Wright’s Bigger Thomas didn’t fit the caricature of Black forgiveness, made famous in Harriet Beecher Stowe’s Uncle Tom’s Cabin (1852), or that of Black passivity in Gone with the Wind (1939). Wright wouldn’t stand for polite white liberalism that was toothless in its desire for moderation, if not racist behind its veneer, because he was a radical. Wright was a card-carrying member of the Communist Party and a book reviewer for the political journal that Gold edited, New Masses. But the goal of Wright’s art, more so than anything else, was to radicalize readers’ perceptions. You see this in the remarkable 12 Million Black Voices (1941), an extended lyric essay on Black life during the Great Depression, accompanied by ninety Farm Security Administration photos curated by Edwin Rosskam.
Lange let her images speak for themselves. But Wright’s words describing the gazes, movements, and expressions of Black sharecroppers, maids, dancers, and waiters reorient the reader’s perspective of the US: “What we want, what we represent, what we endure is what is,” Wright writes. “If we black folk perish, America will perish.”6 Black resistance in the face of catastrophic white racism is what Wright calls a “mirror” that he forces the nation to confront directly.

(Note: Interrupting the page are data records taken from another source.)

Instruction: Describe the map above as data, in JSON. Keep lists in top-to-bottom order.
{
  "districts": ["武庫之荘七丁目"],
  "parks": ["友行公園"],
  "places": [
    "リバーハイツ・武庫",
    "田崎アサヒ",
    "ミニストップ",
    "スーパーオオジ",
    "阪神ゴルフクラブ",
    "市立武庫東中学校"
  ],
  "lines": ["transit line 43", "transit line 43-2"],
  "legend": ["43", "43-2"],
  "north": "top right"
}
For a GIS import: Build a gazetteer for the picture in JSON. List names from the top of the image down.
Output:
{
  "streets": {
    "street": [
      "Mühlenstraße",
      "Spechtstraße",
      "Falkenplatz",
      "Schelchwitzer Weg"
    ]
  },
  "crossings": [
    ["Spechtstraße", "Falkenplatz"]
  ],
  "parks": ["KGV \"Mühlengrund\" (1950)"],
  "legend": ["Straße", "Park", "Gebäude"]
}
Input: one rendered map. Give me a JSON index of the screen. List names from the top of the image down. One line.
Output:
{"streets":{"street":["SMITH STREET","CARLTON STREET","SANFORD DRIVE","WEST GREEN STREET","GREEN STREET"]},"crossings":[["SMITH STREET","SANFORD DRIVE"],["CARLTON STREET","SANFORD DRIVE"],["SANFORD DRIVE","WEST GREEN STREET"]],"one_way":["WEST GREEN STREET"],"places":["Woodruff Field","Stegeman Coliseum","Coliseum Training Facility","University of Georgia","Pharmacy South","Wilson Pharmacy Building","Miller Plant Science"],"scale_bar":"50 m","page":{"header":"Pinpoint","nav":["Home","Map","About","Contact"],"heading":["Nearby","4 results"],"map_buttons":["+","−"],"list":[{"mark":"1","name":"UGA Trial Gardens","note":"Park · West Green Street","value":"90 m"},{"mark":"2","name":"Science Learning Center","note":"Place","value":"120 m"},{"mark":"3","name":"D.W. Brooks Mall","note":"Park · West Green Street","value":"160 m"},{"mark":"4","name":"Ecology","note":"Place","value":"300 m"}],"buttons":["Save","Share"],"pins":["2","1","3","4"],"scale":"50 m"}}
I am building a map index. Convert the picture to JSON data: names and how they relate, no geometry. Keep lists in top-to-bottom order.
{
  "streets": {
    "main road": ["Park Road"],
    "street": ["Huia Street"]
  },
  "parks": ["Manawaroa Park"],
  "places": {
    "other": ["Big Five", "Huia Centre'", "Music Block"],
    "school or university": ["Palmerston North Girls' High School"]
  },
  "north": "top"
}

Art is, and has always been, a tool for disorientation. Good. Disorientation is what’s demanded in times of crisis. The right kind. Find art that makes you feel solidarity with those you’d least expect. To find courage yourself. To see anew. To be rejuvenated. In one of the darkest periods in American history, artists were adamant about art’s revolutionary potential. We have every reason to believe too.